Transcribe all the data, leaving each word as it is.

---- EXERCISE DATA

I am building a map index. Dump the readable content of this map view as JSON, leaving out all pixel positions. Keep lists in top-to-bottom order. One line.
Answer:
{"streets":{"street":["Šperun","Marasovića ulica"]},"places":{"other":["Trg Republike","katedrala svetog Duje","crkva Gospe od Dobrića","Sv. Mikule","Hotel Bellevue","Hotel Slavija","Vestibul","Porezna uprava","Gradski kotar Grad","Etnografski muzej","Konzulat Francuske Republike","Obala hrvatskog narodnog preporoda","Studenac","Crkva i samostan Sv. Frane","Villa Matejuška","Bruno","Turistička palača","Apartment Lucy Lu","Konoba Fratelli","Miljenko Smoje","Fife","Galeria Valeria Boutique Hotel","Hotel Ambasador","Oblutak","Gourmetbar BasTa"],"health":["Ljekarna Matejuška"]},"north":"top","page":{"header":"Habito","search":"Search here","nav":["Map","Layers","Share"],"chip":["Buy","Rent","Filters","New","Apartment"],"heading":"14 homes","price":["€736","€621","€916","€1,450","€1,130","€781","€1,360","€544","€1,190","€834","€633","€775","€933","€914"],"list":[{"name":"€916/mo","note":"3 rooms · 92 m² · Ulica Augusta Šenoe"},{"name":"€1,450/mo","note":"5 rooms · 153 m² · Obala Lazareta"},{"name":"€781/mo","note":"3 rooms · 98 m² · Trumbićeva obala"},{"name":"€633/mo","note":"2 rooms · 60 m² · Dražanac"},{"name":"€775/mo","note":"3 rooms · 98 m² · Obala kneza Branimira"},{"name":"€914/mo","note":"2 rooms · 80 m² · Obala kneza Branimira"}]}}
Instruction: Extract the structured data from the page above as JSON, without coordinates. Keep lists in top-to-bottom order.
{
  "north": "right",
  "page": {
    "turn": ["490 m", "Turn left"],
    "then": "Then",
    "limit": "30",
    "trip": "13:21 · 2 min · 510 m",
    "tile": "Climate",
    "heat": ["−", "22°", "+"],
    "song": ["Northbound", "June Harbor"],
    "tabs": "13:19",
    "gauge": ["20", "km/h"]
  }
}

--------

SOLUTION TO THE PROBLEM:
I am building a map index. Dump the readable content of this map view as JSON, leaving out all pixel positions. Keep lists in top-to-bottom order. One line.
Answer:
{"streets":{"street":["Šperun","Marasovića ulica"]},"places":{"other":["Trg Republike","katedrala svetog Duje","crkva Gospe od Dobrića","Sv. Mikule","Hotel Bellevue","Hotel Slavija","Vestibul","Porezna uprava","Gradski kotar Grad","Etnografski muzej","Konzulat Francuske Republike","Obala hrvatskog narodnog preporoda","Studenac","Crkva i samostan Sv. Frane","Villa Matejuška","Bruno","Turistička palača","Apartment Lucy Lu","Konoba Fratelli","Miljenko Smoje","Fife","Galeria Valeria Boutique Hotel","Hotel Ambasador","Oblutak","Gourmetbar BasTa"],"health":["Ljekarna Matejuška"]},"north":"top","page":{"header":"Habito","search":"Search here","nav":["Map","Layers","Share"],"chip":["Buy","Rent","Filters","New","Apartment"],"heading":"14 homes","price":["€736","€621","€916","€1,450","€1,130","€781","€1,360","€544","€1,190","€834","€633","€775","€933","€914"],"list":[{"name":"€916/mo","note":"3 rooms · 92 m² · Ulica Augusta Šenoe"},{"name":"€1,450/mo","note":"5 rooms · 153 m² · Obala Lazareta"},{"name":"€781/mo","note":"3 rooms · 98 m² · Trumbićeva obala"},{"name":"€633/mo","note":"2 rooms · 60 m² · Dražanac"},{"name":"€775/mo","note":"3 rooms · 98 m² · Obala kneza Branimira"},{"name":"€914/mo","note":"2 rooms · 80 m² · Obala kneza Branimira"}]}}
Instruction: Extract the structured data from the page above as JSON, without coordinates. Keep lists in top-to-bottom order.
{
  "north": "right",
  "page": {
    "turn": ["490 m", "Turn left"],
    "then": "Then",
    "limit": "30",
    "trip": "13:21 · 2 min · 510 m",
    "tile": "Climate",
    "heat": ["−", "22°", "+"],
    "song": ["Northbound", "June Harbor"],
    "tabs": "13:19",
    "gauge": ["20", "km/h"]
  }
}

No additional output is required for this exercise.